The head that got smashed in one kick

Amol isn’t the kind of Silicon Valley elite whose life runs smoothly.

In 2022, during a routine mixed martial arts (MMA) training session, Amol’s head took a solid kick.

Life immediately had the brakes slammed on.

For nine straight months, he couldn’t work. In the first few months, besides showering and going to the bathroom, his wife handled everything for him. He’d feel nauseous and vomit after listening to just 20 seconds of music. He’d look at the screen and the world would spin. It took him half a year to learn how to walk like a normal person again. At the time, he even discussed with his wife what would happen “if my life is ruined” and how he should live afterward.

Rehabilitating from a brain injury is an incredibly exhausting process. But it was those days of probing the edge of despair that gave him an unusually steady calm.

Later, when he joined Anthropic and faced growth curves and work noise that could make people’s nerves frazzled, he found he didn’t get anxious as easily anymore. Someone who’s lost even the basic ability to survive won’t be frightened by a few spreadsheets of wildly jumping data.

Because he lost everything, he started craving constraints. Just like Anthropic was broke early on—no Meta cash, no OpenAI first-mover advantage—so they had to stake all their chips on B2B and code generation. The path they were forced into because they had no money or resources ended up letting them dodge the meaningless “burn money” death spiral that big companies get stuck in.
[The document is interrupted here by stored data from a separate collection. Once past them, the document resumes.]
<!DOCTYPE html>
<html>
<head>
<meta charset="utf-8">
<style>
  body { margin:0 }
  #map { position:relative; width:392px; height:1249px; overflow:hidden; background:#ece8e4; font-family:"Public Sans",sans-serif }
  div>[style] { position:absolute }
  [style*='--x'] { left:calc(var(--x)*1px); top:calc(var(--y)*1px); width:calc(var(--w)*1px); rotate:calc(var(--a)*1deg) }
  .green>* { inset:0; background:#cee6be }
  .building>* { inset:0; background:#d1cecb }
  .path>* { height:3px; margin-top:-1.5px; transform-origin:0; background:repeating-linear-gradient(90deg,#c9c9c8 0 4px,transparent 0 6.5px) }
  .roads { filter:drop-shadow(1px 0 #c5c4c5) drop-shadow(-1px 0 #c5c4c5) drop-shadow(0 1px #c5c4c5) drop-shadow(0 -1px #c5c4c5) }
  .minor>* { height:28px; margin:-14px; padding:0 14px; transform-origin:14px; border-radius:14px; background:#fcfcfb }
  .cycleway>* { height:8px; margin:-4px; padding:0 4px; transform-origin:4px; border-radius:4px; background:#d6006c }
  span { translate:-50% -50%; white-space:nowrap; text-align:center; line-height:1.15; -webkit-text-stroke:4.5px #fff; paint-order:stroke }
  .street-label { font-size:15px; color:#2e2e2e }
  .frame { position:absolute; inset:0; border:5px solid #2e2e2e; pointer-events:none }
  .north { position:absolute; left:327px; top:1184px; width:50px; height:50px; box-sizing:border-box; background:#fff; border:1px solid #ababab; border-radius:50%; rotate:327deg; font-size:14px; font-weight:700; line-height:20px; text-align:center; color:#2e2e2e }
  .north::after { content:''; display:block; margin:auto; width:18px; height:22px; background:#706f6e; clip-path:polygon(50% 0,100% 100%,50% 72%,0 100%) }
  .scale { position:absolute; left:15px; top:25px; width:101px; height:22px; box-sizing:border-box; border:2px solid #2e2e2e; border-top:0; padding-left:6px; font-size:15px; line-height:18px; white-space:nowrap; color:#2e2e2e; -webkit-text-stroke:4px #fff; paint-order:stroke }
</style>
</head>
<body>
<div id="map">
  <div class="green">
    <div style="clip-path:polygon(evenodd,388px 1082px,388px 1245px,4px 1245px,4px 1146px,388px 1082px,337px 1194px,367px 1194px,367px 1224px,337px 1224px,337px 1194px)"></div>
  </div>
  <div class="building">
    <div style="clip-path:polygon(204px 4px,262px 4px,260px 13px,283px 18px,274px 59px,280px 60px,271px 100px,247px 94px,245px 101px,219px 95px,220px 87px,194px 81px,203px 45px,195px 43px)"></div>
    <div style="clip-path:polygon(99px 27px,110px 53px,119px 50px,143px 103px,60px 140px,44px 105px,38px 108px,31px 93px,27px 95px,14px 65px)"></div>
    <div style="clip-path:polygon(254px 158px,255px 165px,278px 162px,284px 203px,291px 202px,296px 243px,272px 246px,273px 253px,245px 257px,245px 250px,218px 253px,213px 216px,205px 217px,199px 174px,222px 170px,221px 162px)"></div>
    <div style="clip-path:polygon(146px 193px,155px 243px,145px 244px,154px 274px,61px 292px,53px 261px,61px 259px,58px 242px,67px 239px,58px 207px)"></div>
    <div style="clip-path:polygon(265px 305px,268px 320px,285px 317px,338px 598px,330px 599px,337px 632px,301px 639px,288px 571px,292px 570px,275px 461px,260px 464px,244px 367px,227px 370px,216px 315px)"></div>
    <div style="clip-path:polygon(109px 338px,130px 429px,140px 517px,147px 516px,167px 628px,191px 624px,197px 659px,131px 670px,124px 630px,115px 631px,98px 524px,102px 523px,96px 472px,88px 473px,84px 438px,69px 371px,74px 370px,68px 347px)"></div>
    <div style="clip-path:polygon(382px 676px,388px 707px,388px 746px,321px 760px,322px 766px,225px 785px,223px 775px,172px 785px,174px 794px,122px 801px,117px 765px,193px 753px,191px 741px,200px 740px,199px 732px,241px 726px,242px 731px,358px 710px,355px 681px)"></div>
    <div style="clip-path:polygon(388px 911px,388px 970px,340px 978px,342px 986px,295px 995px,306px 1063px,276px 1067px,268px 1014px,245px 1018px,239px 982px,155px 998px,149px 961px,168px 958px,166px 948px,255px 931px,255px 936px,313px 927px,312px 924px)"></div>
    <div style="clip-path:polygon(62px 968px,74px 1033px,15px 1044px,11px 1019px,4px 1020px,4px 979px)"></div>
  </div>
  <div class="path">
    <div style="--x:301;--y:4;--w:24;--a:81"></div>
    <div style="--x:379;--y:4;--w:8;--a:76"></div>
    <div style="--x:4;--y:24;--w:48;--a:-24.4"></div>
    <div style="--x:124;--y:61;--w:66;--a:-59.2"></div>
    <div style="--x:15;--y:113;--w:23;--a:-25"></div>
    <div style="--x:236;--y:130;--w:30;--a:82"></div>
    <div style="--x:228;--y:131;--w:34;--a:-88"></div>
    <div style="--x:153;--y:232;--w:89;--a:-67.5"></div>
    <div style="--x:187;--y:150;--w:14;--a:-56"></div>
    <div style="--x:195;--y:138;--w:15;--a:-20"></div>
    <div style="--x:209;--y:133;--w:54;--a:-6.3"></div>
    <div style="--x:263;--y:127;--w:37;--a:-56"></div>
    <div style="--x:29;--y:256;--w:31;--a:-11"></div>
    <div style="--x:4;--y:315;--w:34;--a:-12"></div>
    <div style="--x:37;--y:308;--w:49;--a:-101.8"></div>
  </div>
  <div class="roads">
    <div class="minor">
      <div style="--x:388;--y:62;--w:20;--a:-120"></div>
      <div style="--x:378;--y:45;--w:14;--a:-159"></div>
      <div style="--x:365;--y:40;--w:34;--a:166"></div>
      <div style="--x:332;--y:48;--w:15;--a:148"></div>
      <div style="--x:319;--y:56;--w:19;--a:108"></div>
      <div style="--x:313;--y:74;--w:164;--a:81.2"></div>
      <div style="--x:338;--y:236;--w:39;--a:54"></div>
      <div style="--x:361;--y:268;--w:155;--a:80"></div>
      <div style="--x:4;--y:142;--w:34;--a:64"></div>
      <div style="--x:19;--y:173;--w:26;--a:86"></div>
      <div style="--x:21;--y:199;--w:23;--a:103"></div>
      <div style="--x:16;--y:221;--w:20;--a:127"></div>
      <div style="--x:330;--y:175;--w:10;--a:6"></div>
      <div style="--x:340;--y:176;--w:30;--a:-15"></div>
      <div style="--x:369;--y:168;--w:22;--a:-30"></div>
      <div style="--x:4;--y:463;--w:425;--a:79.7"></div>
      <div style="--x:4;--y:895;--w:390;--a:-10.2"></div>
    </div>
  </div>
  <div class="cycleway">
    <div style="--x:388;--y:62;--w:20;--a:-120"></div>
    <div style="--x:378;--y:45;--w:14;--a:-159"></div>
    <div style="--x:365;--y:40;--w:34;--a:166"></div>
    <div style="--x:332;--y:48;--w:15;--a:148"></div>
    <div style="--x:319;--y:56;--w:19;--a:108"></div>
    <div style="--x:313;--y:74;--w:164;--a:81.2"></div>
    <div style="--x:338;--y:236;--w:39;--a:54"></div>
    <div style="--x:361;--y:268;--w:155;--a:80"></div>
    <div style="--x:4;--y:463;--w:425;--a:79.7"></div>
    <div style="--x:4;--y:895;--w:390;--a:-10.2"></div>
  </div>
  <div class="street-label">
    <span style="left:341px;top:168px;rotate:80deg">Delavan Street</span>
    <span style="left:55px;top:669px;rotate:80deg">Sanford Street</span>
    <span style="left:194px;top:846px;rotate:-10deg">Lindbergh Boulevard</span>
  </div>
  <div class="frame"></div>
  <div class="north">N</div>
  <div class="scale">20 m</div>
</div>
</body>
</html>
Your anti-derail recovery guide

Finally, here are a few wake-up suggestions for workplace people who are being dragged toward losing control in the AI era.
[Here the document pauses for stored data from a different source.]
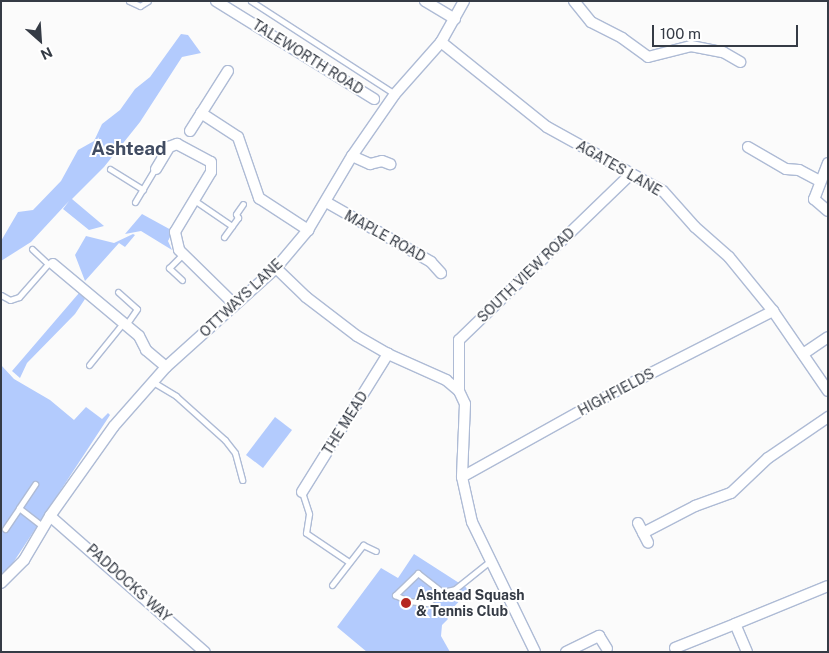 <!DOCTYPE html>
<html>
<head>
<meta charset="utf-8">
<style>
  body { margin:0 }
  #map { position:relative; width:829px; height:653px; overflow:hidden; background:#fbfbfb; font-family:"Public Sans",sans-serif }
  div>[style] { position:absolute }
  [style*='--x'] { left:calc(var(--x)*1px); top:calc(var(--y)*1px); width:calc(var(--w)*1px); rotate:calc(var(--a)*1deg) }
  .green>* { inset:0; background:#b3cbfd }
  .roads { filter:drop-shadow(1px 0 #aebbd5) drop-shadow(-1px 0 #aebbd5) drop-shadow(0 1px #aebbd5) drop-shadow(0 -1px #aebbd5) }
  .lane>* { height:5px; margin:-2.5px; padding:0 2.5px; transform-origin:2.5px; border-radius:2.5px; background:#fff }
  .street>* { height:10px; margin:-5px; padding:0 5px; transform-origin:5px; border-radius:5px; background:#fff }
  .dots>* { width:14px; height:14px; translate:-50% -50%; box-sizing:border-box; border:2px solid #fff; border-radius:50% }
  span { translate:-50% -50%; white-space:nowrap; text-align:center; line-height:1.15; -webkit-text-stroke:4px #fff; paint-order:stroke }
  .street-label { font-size:14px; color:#353b45 }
  .poi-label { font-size:14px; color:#353b45; font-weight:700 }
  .left { translate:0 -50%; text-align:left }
  .district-label { font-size:19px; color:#414c62; font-weight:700 }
  .frame { position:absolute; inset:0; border:2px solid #353b45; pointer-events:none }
  .north { position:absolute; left:15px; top:15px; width:50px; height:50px; -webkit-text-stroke:4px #fff; paint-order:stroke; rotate:154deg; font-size:14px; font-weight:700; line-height:20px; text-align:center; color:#353b45 }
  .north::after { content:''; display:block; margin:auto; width:18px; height:22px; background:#353b45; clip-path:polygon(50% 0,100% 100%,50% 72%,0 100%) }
  .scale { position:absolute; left:652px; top:25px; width:146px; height:22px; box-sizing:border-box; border:2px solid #353b45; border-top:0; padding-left:6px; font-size:15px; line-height:18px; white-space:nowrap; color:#353b45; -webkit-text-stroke:4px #fff; paint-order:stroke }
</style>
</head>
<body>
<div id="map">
  <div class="green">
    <div style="clip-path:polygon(181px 34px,188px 35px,201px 53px,182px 57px,140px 122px,104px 167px,72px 199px,104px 226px,89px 230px,63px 209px,69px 201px,31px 242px,1px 261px,1px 241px,18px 212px,33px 210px,61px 181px,78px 150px,94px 141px,102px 124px,120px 110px,135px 89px,150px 77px)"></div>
    <div style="clip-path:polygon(142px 214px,173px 231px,168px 241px,172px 250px,141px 231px,125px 234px)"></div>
    <div style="clip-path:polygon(133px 234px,135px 235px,125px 247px,119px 243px,85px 281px,75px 255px,86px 236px,114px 243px)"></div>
    <div style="clip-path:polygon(79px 293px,85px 299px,75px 314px,27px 363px,20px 378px,12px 371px)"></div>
    <div style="clip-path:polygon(1px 365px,14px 379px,50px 400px,74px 420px,86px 407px,102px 419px,108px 413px,110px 415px,11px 566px,1px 574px)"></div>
    <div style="clip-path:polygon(275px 417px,292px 430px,263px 468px,246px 455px)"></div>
    <div style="clip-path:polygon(414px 554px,470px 590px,445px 616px,448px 619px,442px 625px,441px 636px,450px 652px,367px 652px,337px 627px,381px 568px,398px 578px)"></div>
  </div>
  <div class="roads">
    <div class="lane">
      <div style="--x:129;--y:1;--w:12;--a:24"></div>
      <div style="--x:140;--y:6;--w:9;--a:-32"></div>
      <div style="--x:251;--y:1;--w:171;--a:32.9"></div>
      <div style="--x:110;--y:169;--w:39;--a:32"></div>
      <div style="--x:194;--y:200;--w:46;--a:34.4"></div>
      <div style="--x:135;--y:202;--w:39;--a:-59"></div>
      <div style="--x:224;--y:237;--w:24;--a:-54"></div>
      <div style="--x:238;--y:218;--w:4;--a:-117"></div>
      <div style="--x:236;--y:214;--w:12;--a:-55"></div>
      <div style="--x:32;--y:249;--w:22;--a:43"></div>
      <div style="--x:182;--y:280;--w:18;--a:-137"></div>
      <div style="--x:169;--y:268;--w:20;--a:-45"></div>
      <div style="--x:118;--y:292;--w:25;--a:42"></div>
      <div style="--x:137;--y:309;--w:19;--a:125"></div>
      <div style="--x:1;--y:295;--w:10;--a:29"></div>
      <div style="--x:10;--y:300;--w:9;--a:-18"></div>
      <div style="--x:19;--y:297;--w:44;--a:-48.7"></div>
      <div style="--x:48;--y:264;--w:5;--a:0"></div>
      <div style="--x:89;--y:365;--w:54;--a:-51"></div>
      <div style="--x:153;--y:382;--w:27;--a:31"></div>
      <div style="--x:176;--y:396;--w:66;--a:41.9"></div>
      <div style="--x:225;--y:440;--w:16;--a:52"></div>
      <div style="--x:235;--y:453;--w:28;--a:75"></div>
      <div style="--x:302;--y:492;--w:23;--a:72"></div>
      <div style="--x:309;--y:514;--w:19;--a:99"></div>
      <div style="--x:306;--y:533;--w:52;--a:34"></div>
      <div style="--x:19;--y:508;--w:29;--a:-56"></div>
      <div style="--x:5;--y:529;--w:25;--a:-56"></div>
      <div style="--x:19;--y:508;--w:31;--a:38"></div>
      <div style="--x:332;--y:585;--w:51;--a:-52.2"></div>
      <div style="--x:363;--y:545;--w:14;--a:25"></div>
      <div style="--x:442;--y:592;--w:31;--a:-142"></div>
      <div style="--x:418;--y:573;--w:32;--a:136"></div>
      <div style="--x:395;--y:595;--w:14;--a:25"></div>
      <div style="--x:408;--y:601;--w:19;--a:6"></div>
      <div style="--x:427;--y:603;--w:19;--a:-36"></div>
      <div style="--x:442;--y:592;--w:13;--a:-13"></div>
      <div style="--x:455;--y:589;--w:45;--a:-38.7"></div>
    </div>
    <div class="street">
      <div style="--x:216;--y:1;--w:186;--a:31.8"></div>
      <div style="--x:425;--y:1;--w:35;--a:31"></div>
      <div style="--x:574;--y:1;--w:27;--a:51"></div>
      <div style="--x:591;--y:22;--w:35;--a:27"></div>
      <div style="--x:622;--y:38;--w:32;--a:36"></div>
      <div style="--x:648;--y:57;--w:44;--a:-14.3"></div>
      <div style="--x:691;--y:46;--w:33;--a:11"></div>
      <div style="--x:723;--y:52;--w:20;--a:30"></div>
      <div style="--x:441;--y:42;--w:136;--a:38.7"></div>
      <div style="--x:547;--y:127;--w:132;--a:28.9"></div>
      <div style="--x:663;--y:191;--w:48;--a:48.4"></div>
      <div style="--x:695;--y:227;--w:45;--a:41.4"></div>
      <div style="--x:729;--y:257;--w:70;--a:50.8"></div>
      <div style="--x:773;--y:311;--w:97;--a:55.5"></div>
      <div style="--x:201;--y:113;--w:44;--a:33"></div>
      <div style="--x:238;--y:137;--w:65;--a:71"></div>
      <div style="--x:259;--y:198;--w:59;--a:33.1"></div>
      <div style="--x:190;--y:131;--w:71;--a:-57.7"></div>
      <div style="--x:748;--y:147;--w:44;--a:30.1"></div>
      <div style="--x:786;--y:169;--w:13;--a:4"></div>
      <div style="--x:799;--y:170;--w:24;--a:28"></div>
      <div style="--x:352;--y:156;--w:20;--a:24"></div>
      <div style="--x:370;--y:164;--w:12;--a:-14"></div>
      <div style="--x:382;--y:161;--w:9;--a:21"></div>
      <div style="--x:828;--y:163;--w:39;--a:111"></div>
      <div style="--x:814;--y:199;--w:18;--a:41"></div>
      <div style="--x:156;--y:169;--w:26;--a:-59"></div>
      <div style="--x:169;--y:147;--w:9;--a:-21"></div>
      <div style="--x:177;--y:144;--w:38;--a:28"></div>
      <div style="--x:211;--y:162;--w:10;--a:90"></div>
      <div style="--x:211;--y:172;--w:70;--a:121"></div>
      <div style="--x:175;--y:232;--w:18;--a:77"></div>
      <div style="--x:179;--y:250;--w:78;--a:44.5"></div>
      <div style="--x:326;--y:202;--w:121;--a:29.7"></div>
      <div style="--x:431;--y:262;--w:15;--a:48"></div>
      <div style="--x:53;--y:264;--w:112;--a:39.9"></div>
      <div style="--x:139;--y:336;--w:16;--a:63"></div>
      <div style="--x:146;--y:350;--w:26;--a:40"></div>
      <div style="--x:276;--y:268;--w:42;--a:44"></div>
      <div style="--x:306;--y:297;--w:64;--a:37.4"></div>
      <div style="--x:357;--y:336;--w:36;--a:30"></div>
      <div style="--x:388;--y:354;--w:64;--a:24.1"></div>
      <div style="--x:446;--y:380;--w:17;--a:40"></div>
      <div style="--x:459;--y:391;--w:14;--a:65"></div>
      <div style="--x:465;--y:404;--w:73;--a:92.4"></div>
      <div style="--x:462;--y:477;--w:46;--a:77.5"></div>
      <div style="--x:472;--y:522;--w:144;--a:64.1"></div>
      <div style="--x:803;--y:354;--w:30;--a:-34"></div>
      <div style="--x:459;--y:391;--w:51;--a:-90"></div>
      <div style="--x:459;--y:340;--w:238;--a:-44"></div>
      <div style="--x:462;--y:477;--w:181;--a:-29.1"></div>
      <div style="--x:620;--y:389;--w:172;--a:-27"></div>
      <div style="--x:302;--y:492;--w:163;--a:-58.1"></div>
      <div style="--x:50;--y:516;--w:206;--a:41.3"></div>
      <div style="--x:638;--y:523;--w:22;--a:63"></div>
      <div style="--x:643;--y:533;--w:59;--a:-27.4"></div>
      <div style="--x:695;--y:506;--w:38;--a:-20"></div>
      <div style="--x:731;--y:493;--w:51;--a:-43.4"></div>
      <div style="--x:768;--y:458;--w:73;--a:-34.3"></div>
      <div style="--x:1;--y:583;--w:33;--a:-45"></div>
      <div style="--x:24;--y:560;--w:51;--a:-59.4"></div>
      <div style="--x:50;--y:516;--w:110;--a:-54.6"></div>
      <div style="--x:114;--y:426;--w:79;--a:-48.6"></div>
      <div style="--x:166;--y:367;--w:148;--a:-42"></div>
      <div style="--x:276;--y:268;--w:50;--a:-49.9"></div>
      <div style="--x:308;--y:230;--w:86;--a:-59.3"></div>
      <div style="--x:352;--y:156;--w:75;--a:-55.3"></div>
      <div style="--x:395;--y:94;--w:69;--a:-48.5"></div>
      <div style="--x:441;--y:42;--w:47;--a:-60.7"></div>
      <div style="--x:675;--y:648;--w:65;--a:-21.8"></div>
      <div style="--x:566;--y:652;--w:37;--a:-26"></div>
      <div style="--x:599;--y:636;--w:15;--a:58"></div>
      <div style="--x:747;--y:652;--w:30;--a:-113"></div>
      <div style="--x:735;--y:624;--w:100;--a:-22.2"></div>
    </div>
  </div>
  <div class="dots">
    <div style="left:406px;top:603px;background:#b52720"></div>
  </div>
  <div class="street-label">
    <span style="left:308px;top:57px;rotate:32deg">TALEWORTH ROAD</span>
    <span style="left:619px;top:168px;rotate:30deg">AGATES LANE</span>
    <span style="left:385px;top:236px;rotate:29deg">MAPLE ROAD</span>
    <span style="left:526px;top:275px;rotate:-44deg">SOUTH VIEW ROAD</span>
    <span style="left:241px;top:298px;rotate:-43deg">OTTWAYS LANE</span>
    <span style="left:616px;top:392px;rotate:-28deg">HIGHFIELDS</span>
    <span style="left:345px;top:423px;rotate:-58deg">THE MEAD</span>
    <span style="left:129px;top:583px;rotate:42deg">PADDOCKS WAY</span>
  </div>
  <div class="poi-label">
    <span class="left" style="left:416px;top:603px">Ashtead Squash<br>&amp; Tennis Club</span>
  </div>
  <div class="district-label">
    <span style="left:129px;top:149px">Ashtead</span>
  </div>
  <div class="frame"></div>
  <div class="north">N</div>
  <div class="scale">100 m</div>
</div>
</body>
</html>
Learn to leave some money on the table.

Never try to squeeze out that last drop of profit. Sacrificing the user experience or breaking safety boundaries for a few points of conversion rate is extremely short-sighted. Giving up immediate monetization opportunities for safety principles—and holding back by pushing money outward—that restraint is actually Anthropic’s toughest survival wall today.

Cut the power on purpose.

Even if the company is pulling in tens of millions of dollars every day and the countdown to new model releases is everywhere, Amol still forcefully unplugs the power in both the morning and afternoon, and spends ten minutes alone in the office meditation area.

The world doesn’t lack your ten minutes to make a change—but you need those ten minutes to confirm that you’re still alive.

After all, no matter how wild the exponential growth is, it can’t withstand a fragile blood vessel inside your head suddenly rupturing.